↓↓↓

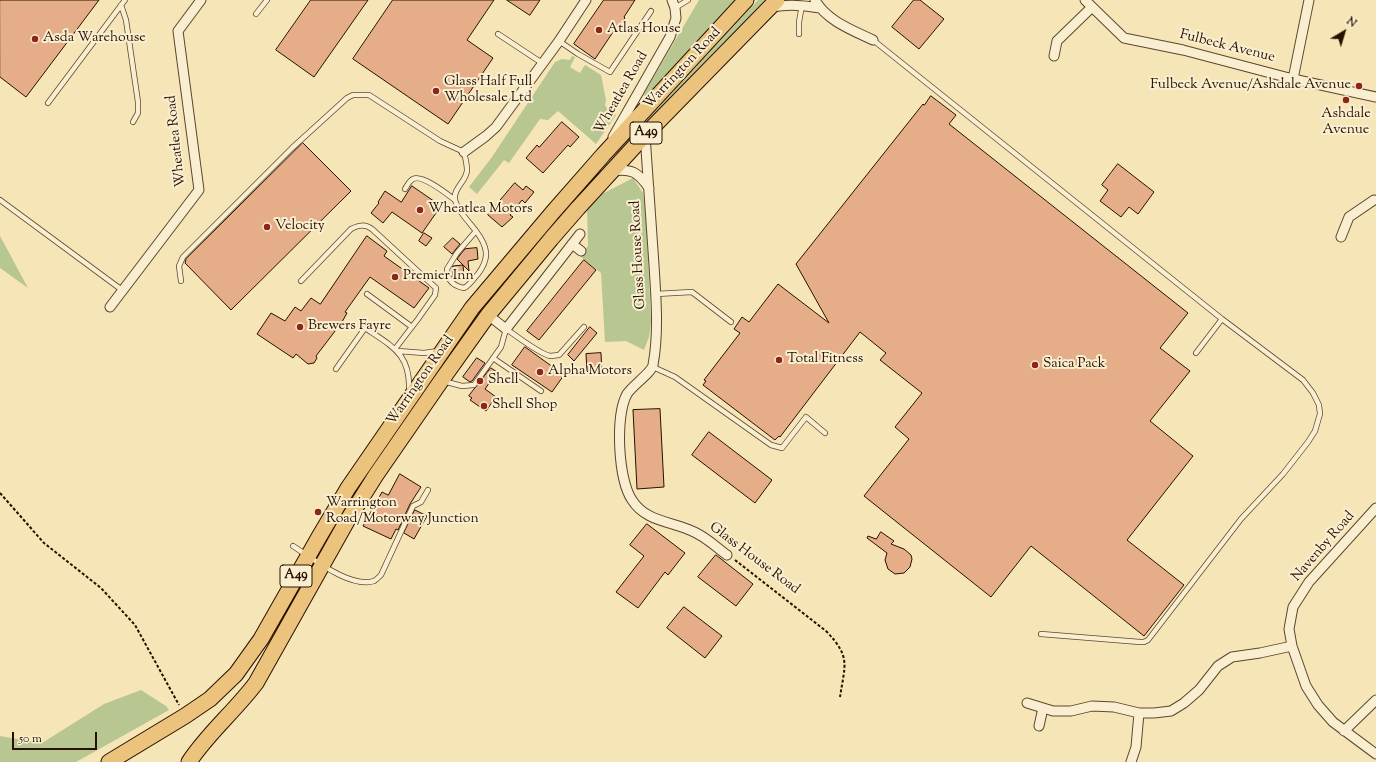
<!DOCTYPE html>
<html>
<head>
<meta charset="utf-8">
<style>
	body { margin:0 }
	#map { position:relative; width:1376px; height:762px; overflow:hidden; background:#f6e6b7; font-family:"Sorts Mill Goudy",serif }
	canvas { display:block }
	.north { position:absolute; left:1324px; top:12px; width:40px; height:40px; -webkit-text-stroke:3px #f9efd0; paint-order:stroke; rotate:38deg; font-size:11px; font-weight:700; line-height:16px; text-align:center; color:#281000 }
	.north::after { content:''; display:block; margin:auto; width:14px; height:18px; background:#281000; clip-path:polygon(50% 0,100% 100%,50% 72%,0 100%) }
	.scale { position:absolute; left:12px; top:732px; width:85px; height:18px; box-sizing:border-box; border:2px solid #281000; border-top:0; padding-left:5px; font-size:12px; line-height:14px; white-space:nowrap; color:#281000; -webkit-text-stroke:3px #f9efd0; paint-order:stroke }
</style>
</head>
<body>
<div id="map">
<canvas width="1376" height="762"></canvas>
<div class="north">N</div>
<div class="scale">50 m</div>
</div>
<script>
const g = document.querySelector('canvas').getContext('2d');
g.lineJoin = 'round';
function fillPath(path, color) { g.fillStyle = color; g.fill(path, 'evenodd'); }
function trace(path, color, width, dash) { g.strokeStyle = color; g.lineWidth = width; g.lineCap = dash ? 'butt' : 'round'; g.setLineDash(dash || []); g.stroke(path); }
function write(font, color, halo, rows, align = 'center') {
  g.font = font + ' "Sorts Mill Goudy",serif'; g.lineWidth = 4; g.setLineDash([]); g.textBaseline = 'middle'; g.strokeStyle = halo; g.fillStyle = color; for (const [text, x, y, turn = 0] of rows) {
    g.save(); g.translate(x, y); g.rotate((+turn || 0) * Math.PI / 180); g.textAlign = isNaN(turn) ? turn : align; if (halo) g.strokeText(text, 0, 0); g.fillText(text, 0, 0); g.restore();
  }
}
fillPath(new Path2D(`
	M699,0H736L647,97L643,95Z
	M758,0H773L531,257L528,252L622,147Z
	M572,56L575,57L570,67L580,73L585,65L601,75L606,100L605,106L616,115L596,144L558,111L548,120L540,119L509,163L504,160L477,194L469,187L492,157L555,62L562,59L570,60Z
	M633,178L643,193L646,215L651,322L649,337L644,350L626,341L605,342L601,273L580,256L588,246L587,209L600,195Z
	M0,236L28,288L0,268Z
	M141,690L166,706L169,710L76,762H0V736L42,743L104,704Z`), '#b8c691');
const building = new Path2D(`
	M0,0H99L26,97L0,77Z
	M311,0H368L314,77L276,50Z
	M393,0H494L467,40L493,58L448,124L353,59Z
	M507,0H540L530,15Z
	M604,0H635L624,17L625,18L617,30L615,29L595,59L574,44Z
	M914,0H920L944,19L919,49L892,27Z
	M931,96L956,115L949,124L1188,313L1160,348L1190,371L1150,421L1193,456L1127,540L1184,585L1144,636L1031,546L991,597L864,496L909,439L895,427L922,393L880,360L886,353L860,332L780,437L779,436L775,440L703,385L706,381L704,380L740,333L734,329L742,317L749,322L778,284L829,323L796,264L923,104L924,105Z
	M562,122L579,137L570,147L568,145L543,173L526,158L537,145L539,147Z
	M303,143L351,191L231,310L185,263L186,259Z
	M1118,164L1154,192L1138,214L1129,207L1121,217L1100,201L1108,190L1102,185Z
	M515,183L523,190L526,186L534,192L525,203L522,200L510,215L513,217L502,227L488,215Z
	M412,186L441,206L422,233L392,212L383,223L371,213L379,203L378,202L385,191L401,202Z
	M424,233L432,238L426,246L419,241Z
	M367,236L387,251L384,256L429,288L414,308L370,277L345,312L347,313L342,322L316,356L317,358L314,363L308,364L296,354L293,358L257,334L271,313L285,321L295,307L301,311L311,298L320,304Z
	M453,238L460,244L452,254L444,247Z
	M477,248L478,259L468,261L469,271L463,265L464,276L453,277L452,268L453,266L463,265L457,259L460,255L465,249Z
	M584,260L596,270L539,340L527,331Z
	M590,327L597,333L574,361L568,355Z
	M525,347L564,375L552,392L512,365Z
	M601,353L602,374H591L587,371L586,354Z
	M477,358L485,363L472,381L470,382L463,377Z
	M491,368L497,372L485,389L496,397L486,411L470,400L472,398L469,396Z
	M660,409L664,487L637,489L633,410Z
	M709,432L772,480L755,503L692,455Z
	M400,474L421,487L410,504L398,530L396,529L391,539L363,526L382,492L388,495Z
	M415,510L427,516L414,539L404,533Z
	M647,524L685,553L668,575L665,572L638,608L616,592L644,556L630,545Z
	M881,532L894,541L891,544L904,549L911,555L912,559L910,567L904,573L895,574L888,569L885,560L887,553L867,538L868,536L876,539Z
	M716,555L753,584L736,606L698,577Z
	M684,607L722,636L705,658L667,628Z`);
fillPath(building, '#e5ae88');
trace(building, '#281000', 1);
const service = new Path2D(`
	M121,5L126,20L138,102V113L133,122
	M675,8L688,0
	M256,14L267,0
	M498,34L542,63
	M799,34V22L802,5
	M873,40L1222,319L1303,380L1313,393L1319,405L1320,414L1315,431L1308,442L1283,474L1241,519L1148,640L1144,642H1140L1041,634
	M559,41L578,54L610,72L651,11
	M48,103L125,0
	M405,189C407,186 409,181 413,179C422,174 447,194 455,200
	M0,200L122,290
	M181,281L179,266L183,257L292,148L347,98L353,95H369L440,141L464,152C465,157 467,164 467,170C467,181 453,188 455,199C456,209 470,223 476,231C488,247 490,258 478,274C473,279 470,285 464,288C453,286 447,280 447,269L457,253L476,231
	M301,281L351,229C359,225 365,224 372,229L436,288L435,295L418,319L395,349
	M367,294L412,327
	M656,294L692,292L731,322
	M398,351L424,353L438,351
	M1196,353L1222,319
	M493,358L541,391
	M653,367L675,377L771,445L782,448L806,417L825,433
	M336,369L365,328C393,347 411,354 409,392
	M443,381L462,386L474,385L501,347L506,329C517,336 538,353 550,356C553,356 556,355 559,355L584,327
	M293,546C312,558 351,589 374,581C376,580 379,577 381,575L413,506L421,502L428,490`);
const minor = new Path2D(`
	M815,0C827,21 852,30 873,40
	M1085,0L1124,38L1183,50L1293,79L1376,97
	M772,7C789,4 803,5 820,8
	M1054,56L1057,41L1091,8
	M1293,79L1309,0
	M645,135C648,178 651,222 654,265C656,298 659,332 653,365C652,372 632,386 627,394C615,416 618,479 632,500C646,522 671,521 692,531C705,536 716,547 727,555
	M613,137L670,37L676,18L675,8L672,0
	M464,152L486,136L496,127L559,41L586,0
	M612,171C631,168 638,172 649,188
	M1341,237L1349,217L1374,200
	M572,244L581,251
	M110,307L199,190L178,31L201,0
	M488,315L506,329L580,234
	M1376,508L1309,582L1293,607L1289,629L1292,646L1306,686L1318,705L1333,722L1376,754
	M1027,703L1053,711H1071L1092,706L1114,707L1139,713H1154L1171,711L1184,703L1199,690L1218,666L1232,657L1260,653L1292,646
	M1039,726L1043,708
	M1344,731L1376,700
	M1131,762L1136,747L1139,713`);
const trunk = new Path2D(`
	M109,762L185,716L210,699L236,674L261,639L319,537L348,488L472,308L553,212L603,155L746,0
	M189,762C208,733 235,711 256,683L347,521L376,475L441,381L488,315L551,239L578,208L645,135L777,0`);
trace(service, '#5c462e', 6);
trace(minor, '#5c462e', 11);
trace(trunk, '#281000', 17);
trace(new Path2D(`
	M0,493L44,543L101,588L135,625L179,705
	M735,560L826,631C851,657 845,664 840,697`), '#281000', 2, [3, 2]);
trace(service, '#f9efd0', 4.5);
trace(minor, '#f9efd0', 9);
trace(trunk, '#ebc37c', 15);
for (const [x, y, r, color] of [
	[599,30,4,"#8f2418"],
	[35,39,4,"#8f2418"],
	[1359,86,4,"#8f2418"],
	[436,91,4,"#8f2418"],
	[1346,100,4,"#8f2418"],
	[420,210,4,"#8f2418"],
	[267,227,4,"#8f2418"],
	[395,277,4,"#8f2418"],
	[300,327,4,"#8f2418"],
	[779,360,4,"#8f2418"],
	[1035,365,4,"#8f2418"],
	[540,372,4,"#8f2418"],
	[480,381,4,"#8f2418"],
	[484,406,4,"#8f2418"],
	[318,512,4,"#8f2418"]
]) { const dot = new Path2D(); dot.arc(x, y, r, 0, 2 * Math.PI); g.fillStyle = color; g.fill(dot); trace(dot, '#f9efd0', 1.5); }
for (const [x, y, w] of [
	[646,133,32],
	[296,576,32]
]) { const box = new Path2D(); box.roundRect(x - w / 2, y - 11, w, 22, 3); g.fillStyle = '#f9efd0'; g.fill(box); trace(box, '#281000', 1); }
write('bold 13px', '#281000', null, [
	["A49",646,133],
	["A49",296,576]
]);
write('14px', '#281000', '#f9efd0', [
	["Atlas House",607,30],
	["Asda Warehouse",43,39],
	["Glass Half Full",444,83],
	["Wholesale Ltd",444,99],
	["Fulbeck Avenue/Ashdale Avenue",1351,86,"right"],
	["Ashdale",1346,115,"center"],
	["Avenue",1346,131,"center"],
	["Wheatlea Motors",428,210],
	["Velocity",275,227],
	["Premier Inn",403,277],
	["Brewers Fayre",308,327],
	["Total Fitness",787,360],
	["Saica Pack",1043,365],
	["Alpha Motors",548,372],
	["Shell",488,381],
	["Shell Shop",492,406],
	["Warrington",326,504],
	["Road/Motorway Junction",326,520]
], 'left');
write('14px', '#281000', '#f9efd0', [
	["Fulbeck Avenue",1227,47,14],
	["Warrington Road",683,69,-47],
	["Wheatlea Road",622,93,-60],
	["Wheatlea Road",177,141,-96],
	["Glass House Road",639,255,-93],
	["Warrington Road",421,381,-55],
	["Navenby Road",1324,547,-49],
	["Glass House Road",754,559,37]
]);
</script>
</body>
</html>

↑↑↑
↓↓↓

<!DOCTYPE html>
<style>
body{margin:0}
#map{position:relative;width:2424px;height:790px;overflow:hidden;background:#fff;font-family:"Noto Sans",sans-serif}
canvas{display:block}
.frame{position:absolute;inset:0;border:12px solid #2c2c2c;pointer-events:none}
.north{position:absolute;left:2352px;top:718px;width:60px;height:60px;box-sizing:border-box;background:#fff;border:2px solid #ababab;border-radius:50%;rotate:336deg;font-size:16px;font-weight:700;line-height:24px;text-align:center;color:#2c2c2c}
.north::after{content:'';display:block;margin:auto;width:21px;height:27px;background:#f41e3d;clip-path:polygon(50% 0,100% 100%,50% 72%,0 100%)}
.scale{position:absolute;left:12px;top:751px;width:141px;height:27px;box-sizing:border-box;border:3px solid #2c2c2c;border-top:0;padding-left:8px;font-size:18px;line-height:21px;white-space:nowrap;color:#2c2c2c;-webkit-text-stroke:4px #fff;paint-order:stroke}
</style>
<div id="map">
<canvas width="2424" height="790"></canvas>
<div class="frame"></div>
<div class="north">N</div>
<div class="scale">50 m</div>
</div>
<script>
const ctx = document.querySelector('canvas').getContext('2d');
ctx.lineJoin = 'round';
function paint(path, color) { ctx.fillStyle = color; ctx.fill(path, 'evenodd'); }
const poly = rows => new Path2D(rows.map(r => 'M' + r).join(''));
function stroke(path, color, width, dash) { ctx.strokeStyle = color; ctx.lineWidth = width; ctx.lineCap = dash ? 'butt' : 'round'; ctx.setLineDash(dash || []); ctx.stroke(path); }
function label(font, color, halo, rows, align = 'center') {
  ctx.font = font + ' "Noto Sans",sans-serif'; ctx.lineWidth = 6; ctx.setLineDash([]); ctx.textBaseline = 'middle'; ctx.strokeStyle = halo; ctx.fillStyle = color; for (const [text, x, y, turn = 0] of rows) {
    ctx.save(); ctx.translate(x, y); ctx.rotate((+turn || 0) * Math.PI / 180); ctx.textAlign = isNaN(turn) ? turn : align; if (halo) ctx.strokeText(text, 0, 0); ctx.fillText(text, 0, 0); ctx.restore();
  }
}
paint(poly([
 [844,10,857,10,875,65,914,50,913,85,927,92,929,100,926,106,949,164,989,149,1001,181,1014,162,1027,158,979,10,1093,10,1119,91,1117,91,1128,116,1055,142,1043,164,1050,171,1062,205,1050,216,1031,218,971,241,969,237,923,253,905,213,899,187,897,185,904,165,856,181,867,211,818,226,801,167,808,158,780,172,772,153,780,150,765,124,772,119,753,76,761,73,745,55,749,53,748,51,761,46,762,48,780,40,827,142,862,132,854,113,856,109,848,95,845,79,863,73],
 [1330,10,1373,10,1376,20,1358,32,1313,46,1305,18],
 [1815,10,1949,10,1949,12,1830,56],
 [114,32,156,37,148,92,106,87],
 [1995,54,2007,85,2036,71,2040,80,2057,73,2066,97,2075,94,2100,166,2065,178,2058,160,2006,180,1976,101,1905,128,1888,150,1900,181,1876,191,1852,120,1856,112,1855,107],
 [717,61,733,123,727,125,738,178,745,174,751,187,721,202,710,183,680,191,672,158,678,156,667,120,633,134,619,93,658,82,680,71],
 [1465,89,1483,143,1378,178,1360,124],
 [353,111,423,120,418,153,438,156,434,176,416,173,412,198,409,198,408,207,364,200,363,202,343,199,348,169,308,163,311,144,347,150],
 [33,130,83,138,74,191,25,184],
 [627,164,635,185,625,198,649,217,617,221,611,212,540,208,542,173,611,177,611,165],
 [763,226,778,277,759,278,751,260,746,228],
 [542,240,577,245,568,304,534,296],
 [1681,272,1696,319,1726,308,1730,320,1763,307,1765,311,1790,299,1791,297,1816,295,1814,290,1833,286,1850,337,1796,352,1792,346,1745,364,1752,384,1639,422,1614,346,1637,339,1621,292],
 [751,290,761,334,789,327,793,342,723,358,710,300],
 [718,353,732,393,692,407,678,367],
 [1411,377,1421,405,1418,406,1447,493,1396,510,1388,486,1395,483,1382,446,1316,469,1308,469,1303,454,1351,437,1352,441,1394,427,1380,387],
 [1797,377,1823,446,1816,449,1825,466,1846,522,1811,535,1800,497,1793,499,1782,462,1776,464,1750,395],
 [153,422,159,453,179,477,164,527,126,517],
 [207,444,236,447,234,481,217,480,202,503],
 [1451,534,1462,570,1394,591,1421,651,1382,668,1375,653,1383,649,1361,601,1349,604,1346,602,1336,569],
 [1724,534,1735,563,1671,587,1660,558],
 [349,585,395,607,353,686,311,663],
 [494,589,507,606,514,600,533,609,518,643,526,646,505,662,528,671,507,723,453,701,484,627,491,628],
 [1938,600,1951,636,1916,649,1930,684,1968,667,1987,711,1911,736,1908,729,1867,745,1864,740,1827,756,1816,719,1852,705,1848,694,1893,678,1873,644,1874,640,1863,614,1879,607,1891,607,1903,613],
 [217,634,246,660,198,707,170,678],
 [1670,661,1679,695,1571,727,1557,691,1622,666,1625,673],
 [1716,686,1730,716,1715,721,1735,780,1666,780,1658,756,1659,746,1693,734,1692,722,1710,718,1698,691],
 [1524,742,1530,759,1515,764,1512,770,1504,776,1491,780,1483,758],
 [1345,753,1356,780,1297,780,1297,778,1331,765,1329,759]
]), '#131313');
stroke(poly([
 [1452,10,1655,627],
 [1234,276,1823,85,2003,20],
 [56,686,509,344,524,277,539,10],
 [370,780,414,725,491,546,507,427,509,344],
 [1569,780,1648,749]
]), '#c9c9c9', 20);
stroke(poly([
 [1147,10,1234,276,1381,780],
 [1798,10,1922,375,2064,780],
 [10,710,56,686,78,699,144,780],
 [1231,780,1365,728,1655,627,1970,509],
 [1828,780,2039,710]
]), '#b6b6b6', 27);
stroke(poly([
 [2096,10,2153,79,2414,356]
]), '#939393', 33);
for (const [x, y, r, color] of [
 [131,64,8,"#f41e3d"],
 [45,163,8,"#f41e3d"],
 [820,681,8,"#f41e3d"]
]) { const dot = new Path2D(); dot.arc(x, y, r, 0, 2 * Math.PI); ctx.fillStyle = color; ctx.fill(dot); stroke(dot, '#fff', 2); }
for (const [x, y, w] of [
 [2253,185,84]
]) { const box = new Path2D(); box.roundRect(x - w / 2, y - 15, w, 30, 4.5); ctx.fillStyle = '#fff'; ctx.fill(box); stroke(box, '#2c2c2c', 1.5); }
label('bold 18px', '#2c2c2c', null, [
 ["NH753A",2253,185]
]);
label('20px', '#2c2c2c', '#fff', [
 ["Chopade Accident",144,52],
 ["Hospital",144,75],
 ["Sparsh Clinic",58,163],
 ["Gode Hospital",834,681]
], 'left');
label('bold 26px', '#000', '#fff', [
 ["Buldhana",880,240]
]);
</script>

↑↑↑
↓↓↓

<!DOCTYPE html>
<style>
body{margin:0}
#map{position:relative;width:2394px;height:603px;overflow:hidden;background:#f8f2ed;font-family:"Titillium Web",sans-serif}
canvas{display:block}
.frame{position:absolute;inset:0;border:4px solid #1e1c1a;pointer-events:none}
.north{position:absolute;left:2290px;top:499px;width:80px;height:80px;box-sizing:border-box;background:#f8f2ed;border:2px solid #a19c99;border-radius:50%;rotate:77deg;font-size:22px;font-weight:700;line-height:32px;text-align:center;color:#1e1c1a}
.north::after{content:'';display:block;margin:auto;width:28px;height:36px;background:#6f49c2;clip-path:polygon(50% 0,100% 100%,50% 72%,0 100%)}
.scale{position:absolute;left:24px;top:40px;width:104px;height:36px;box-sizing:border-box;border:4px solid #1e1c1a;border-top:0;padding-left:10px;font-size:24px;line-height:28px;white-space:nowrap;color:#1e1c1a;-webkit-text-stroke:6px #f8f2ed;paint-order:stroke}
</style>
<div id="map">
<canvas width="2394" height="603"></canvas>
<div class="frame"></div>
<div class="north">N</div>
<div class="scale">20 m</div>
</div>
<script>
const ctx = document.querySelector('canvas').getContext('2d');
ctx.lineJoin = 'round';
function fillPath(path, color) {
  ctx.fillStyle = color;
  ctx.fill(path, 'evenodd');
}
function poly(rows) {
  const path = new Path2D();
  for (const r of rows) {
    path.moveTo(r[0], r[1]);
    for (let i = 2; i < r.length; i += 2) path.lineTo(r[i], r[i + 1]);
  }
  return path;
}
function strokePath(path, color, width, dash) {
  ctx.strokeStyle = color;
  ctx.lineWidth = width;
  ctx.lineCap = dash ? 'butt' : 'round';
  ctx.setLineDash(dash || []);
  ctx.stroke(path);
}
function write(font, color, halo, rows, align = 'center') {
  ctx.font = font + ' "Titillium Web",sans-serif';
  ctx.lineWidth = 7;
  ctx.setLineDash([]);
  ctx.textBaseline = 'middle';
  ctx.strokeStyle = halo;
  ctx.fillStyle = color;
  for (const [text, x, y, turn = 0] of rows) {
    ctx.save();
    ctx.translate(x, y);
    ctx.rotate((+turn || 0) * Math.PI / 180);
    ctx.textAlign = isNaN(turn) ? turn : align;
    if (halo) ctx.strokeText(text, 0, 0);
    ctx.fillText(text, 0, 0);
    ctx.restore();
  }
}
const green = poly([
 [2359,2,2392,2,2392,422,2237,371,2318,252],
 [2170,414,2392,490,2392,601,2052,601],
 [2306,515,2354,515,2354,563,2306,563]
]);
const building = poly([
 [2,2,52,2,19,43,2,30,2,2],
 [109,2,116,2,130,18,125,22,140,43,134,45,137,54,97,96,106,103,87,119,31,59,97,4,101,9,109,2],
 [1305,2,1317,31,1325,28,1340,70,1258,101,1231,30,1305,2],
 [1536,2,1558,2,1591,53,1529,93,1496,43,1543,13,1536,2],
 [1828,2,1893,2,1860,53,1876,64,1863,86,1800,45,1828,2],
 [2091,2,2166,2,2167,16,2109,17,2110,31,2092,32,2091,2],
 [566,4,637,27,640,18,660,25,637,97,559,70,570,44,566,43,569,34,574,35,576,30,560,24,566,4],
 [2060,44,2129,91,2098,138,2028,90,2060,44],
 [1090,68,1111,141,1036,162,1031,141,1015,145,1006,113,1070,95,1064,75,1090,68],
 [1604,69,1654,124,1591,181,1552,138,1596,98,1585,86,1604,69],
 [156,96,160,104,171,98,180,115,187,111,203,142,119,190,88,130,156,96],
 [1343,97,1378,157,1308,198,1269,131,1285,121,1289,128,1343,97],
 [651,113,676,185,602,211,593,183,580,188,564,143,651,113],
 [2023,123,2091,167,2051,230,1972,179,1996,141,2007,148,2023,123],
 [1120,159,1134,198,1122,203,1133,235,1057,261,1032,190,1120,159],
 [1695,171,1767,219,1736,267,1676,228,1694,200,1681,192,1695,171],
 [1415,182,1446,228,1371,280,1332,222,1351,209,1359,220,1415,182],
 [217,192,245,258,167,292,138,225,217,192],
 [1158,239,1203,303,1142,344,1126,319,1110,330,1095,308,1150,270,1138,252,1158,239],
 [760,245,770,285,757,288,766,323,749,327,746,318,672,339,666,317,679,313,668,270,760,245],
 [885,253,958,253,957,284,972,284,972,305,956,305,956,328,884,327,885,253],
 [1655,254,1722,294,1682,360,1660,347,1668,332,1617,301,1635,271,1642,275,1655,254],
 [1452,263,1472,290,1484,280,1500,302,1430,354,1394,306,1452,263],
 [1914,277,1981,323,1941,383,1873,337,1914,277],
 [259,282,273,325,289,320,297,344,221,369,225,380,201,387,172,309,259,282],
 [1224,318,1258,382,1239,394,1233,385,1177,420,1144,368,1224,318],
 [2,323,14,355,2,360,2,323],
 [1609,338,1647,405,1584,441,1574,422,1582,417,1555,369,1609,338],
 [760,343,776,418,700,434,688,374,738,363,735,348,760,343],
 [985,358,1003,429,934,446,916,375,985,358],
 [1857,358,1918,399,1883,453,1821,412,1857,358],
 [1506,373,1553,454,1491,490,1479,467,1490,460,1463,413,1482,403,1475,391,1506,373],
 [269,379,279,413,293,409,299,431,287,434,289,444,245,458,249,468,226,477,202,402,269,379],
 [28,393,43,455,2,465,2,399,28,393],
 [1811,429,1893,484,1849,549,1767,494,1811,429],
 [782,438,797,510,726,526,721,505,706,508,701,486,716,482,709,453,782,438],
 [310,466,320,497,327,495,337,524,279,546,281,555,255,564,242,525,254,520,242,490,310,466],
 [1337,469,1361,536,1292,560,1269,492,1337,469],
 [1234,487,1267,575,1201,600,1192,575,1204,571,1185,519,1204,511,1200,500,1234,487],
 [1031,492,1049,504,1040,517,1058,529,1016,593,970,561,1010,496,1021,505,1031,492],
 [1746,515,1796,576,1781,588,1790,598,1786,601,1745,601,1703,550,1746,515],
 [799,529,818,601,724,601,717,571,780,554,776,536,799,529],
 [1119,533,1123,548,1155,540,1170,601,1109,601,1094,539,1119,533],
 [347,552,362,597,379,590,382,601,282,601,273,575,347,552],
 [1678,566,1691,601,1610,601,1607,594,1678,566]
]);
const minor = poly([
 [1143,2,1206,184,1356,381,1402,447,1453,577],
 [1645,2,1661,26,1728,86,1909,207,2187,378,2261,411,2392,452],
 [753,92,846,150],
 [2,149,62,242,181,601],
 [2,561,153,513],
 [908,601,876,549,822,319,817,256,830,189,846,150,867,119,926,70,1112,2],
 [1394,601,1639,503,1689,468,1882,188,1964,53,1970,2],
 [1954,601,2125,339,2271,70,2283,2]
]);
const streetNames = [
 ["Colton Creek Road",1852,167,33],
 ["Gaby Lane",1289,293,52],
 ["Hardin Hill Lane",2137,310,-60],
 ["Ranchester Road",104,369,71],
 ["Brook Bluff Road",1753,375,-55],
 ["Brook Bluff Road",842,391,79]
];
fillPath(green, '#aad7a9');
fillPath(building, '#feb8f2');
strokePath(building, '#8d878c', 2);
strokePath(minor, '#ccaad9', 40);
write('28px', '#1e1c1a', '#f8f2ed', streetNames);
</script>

↑↑↑

Could you show every line of the listing that holds the string "textAlign"?

    g.save(); g.translate(x, y); g.rotate((+turn || 0) * Math.PI / 180); g.textAlign = isNaN(turn) ? turn : align; if (halo) g.strokeText(text, 0, 0); g.fillText(text, 0, 0); g.restore();
    ctx.save(); ctx.translate(x, y); ctx.rotate((+turn || 0) * Math.PI / 180); ctx.textAlign = isNaN(turn) ? turn : align; if (halo) ctx.strokeText(text, 0, 0); ctx.fillText(text, 0, 0); ctx.restore();
    ctx.textAlign = isNaN(turn) ? turn : align;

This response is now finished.